Gracias, le respondí, y ¿dónde van al baño? La pregunta que me trajo aquí. Jamás debí pedirlo; debí orinar en un árbol como hacen todos. Pero necesitaba refrescarme. Ella entró conmigo, dijo que de otra forma no me dejarían pasar. Si mi esposa hubiera visto aquella escena, en este momento estaría firmando el divorcio en lugar de haberme traído flores al hospital.
No sé en qué pensaba mientras estuve en el baño. Recargado en el lavabo, tratando de no tocar las paredes —como si eso me librara del contagio—; no sé o tal vez no quiero recordar qué pensaba. Habían pasado alrededor de diez minutos cuando me decidí a salir. Wendy ya no estaba, yo me retiré de ahí sin dar las gracias. Afuera había una escena grotesca: un hombre barrigón de unos cuarenta años manoseándola enfurecidamente y lamiéndole de la nariz al pecho. De pronto, el hombre se detuvo por un segundo y luego la golpeó dos veces en el estómago. Al instante, sin premeditar en lo que me estaba metiendo, corrí para defenderla; pero el tipo sacó una pistola… y disparó.
Definitivamente, mi esposa no me dejará volver a tocar mi guitarra por el resto de mi vida. Quizá pueda aprenderme Las Mañanitas y cantar en los cumpleaños de nuestras hijas. Ni siquiera sé si Arianna sobrevivió a la noche de ayer. La enfermera dice que mi esposa está allá afuera con un ramo de flores esperando la hora de las visitas. Yo no sé si tendré el valor de mirarla a los ojos y explicarle lo que sucedió.

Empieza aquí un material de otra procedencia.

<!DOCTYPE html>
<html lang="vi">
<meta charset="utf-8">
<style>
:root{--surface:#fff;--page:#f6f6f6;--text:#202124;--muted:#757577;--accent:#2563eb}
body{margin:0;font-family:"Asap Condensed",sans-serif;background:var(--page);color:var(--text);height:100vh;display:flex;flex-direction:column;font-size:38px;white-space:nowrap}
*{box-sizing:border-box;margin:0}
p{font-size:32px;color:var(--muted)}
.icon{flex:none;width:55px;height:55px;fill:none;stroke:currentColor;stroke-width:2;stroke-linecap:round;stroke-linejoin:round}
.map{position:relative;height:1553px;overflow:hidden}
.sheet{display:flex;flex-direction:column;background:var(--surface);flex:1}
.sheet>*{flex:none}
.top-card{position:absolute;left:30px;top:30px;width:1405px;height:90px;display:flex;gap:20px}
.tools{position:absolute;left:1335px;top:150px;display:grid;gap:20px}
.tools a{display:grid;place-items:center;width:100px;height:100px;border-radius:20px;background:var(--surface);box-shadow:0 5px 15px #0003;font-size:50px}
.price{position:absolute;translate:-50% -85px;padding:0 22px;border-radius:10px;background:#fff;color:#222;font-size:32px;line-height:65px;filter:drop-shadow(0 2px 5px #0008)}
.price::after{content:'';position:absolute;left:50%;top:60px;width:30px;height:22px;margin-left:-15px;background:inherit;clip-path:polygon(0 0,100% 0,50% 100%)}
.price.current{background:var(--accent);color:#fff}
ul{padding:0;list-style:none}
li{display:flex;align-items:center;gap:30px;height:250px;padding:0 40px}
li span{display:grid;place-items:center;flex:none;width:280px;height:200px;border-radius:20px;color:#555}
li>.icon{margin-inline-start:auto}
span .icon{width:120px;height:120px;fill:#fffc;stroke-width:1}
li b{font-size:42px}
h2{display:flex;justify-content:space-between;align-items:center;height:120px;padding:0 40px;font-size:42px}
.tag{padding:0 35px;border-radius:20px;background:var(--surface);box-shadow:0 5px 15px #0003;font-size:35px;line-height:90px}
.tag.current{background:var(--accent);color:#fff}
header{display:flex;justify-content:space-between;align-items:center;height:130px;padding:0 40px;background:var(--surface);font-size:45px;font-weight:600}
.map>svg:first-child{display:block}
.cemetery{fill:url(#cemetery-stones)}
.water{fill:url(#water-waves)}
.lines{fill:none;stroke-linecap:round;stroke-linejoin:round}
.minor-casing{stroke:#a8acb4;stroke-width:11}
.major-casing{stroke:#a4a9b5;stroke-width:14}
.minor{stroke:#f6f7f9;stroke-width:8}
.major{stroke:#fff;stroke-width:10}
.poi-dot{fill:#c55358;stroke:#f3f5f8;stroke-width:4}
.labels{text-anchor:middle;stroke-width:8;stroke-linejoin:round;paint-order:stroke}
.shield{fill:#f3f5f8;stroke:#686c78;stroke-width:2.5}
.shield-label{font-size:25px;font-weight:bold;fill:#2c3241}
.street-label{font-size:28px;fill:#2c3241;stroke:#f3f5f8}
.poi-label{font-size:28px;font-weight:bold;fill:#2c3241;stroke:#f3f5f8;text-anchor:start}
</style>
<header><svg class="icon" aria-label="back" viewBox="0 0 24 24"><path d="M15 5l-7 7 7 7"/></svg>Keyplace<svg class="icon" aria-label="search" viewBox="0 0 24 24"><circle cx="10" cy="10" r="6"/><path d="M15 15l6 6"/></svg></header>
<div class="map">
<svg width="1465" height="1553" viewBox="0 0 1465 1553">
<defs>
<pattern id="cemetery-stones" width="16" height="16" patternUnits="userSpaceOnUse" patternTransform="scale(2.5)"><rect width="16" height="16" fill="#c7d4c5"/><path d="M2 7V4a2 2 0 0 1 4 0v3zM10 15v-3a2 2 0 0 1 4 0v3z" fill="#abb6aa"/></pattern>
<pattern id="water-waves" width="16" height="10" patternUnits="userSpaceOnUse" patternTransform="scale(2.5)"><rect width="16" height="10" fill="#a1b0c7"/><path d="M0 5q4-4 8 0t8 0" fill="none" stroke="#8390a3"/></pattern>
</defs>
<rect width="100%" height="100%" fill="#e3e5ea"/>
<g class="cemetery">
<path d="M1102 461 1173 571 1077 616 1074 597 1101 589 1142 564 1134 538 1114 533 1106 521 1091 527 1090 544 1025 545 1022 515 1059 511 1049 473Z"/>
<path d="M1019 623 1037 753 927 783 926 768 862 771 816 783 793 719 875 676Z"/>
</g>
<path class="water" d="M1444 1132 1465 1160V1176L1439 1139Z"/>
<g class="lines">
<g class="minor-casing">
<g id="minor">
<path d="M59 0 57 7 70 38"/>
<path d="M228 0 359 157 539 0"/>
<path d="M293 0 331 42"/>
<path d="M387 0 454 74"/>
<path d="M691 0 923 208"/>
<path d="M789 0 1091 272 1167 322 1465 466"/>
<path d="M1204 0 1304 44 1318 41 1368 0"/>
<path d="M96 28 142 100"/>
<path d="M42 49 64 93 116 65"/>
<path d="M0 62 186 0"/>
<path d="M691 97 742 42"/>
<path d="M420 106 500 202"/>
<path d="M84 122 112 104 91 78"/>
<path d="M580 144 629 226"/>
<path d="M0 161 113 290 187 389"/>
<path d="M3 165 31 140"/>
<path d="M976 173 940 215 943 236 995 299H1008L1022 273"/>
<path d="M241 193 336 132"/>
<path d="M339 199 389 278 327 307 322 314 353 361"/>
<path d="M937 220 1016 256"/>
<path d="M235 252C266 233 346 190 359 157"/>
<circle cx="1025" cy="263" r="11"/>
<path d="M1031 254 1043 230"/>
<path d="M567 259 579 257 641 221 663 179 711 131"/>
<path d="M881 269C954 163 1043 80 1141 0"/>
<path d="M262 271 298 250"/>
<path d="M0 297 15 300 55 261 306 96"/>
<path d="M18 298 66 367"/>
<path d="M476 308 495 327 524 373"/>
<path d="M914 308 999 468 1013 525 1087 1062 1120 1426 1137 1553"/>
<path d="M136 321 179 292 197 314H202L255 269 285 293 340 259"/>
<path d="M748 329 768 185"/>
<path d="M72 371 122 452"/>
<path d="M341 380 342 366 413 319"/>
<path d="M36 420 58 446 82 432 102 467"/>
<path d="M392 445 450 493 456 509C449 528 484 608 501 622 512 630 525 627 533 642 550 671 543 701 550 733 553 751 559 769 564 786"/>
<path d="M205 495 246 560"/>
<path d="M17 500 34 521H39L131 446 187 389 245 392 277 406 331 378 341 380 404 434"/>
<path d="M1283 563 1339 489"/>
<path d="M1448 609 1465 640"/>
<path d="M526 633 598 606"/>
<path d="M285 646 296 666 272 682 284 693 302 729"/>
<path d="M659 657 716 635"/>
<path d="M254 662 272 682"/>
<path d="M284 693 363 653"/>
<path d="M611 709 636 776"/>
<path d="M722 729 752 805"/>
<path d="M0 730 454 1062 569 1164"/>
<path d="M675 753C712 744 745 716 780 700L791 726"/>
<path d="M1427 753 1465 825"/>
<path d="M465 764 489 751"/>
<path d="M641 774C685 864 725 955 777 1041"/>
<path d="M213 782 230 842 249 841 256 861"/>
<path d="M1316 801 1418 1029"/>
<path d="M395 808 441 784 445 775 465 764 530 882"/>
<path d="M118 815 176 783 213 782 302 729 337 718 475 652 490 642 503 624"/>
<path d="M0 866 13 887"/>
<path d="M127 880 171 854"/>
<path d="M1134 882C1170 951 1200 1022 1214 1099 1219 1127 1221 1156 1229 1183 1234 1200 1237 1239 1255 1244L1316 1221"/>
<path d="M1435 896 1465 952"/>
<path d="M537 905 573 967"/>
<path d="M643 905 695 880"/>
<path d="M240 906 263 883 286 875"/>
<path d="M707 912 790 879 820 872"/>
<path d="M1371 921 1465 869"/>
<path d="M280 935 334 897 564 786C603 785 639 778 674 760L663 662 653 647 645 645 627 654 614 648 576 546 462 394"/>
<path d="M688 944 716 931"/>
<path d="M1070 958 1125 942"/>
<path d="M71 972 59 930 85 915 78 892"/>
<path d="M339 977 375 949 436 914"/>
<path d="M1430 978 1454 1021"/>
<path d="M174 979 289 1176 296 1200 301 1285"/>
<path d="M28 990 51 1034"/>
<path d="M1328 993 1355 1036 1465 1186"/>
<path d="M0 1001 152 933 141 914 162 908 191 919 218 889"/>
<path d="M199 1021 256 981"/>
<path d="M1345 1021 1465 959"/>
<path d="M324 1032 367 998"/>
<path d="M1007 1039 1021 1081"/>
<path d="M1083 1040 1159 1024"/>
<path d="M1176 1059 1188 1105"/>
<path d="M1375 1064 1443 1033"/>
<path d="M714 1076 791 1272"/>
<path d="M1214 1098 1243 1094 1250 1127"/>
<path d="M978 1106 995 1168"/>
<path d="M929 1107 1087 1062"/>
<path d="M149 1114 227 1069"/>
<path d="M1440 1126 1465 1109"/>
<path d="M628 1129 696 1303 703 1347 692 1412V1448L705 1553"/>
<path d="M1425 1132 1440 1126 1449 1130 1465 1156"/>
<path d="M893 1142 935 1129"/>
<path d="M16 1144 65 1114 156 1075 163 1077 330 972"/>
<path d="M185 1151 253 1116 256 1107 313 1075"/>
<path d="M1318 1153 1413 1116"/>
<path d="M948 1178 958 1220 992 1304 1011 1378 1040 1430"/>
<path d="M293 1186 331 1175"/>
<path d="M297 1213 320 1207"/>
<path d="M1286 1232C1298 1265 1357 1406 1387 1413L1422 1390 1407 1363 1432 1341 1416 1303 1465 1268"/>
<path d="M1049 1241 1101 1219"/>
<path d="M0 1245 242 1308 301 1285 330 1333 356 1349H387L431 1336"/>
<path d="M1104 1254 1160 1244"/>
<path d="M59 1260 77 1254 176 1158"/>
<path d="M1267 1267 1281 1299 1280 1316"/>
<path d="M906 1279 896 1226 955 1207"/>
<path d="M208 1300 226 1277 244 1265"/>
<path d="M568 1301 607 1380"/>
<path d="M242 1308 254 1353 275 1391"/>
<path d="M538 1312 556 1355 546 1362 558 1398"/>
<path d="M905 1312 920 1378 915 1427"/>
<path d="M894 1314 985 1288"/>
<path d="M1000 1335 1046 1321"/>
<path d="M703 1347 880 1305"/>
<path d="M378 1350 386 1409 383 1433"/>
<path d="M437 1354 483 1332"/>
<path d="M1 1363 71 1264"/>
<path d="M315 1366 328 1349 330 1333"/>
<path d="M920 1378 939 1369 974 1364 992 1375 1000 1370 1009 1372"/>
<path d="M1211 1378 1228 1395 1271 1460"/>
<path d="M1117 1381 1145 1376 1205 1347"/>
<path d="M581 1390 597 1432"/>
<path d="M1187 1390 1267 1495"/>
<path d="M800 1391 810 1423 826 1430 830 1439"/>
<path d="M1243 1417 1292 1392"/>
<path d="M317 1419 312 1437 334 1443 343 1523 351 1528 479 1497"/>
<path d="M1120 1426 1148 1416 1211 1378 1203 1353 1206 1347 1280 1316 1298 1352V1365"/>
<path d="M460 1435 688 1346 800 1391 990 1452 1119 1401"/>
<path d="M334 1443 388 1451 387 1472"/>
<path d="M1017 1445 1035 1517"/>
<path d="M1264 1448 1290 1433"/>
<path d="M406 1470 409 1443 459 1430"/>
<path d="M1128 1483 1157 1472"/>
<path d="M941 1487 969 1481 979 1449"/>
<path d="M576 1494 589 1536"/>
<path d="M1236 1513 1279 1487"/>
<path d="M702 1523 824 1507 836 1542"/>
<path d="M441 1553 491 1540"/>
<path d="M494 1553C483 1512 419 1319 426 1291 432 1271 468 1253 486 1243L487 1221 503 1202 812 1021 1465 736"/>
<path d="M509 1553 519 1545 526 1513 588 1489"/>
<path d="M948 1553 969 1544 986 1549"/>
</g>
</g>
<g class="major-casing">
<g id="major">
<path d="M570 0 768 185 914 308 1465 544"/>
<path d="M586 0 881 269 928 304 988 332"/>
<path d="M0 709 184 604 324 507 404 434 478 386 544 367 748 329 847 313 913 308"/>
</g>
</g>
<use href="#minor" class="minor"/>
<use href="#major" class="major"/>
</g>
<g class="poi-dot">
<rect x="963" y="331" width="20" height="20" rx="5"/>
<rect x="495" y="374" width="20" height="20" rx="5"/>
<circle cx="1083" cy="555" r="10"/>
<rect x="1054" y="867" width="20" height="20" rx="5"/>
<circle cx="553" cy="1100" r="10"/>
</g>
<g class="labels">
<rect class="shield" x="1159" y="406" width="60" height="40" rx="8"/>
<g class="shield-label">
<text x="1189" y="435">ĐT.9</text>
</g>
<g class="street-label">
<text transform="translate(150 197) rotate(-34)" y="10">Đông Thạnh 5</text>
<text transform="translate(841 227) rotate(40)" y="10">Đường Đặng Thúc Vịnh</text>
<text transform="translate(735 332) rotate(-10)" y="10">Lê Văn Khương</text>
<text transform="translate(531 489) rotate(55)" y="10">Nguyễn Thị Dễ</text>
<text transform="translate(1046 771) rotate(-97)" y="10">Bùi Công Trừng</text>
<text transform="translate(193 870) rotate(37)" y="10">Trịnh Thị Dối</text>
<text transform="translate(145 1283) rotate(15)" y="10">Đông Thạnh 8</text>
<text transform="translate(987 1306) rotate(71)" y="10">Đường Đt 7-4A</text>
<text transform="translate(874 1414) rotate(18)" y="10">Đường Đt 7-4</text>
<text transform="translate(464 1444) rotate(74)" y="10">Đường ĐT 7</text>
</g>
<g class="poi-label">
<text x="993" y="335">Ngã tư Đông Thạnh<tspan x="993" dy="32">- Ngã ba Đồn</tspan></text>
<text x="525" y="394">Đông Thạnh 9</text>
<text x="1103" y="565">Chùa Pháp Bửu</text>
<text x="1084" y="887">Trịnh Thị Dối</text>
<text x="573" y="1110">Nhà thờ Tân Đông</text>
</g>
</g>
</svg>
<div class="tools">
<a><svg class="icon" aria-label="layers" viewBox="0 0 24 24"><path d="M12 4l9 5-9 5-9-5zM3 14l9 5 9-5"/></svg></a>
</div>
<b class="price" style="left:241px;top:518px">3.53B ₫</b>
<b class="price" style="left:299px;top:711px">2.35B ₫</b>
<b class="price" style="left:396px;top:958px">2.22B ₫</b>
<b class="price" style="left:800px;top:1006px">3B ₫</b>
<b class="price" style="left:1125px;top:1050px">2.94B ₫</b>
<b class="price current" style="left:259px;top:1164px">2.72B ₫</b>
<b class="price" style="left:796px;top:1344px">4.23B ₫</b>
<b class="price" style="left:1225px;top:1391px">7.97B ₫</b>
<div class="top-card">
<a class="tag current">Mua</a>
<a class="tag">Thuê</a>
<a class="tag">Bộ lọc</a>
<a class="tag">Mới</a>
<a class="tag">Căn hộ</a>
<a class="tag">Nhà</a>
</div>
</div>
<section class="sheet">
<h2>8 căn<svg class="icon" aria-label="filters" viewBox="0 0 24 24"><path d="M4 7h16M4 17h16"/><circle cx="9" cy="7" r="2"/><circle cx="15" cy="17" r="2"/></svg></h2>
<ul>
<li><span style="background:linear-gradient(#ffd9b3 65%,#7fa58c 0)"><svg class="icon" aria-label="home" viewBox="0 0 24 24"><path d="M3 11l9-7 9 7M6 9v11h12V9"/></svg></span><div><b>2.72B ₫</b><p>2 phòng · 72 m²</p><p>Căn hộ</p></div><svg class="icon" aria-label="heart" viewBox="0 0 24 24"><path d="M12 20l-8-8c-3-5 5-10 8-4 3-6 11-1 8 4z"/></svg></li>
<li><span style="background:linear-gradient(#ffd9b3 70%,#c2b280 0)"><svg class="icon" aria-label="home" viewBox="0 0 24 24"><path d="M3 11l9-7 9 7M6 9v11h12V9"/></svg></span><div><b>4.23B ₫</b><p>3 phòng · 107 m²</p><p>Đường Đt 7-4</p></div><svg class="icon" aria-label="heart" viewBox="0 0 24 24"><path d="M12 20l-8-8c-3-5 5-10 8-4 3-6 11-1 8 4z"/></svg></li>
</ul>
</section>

“Estás vivo. Si es lo que quieres saber.” Dijo el doctor al acercarse a mi cama. “La pregunta es: ¿qué vida vivirás a partir de hoy?” Me miró inquietantemente, intrigado y muy serio. Supuse que quería saber qué hacía yo en ese lugar. En cualquier momento preguntaría ¿qué le dirá a su esposa cuando suba? o haría señas de confidencialidad machista, guiñándome un ojo para hacerme saber que mi secreto estaba a salvo. Pero Dios sabe que jamás he tenido sexo con ninguna de ellas. Así que me anticipé a cualquier cosa que estuviera pensando decirme y exclamé: “¡Viviré una vida feliz, con mi esposa e hijas!”.
Me miró fijamente por unos segundos y entonces dijo: “Las estrellas sólo son estrellas. Realmente ellas no conocen su condición, tú eres quien ve la belleza en ellas. Eso no significa que una estrella sea feliz sólo por ser estrella. Al igual que tú no eres feliz sólo por ser quien eres.” Al terminar, sonrió. Yo había visto esa sonrisa antes; una sonrisa sincera, sin burla, plena, real. Antes de dar la vuelta para salir de la sala, me dijo: “Reza y agradece, porque estás vivo de milagro… Por cierto, te gusta caminar entre faros y estrellas, ¿verdad?”.
Era él…
Era ella…
Sonriente, sincero. Ése es el rostro detrás de la fortaleza impenetrable y el maquillaje de Wendy. Y no tiene interés en esconderlo… Simplemente es. Un ser completo, un humano íntegro, seguro de sí mismo, sin temores, sin debilidades. Y yo… me estremezco al ver los claveles y la sonrisa de mi esposa, quien, por primera vez en cinco años, está usando su anillo de bodas.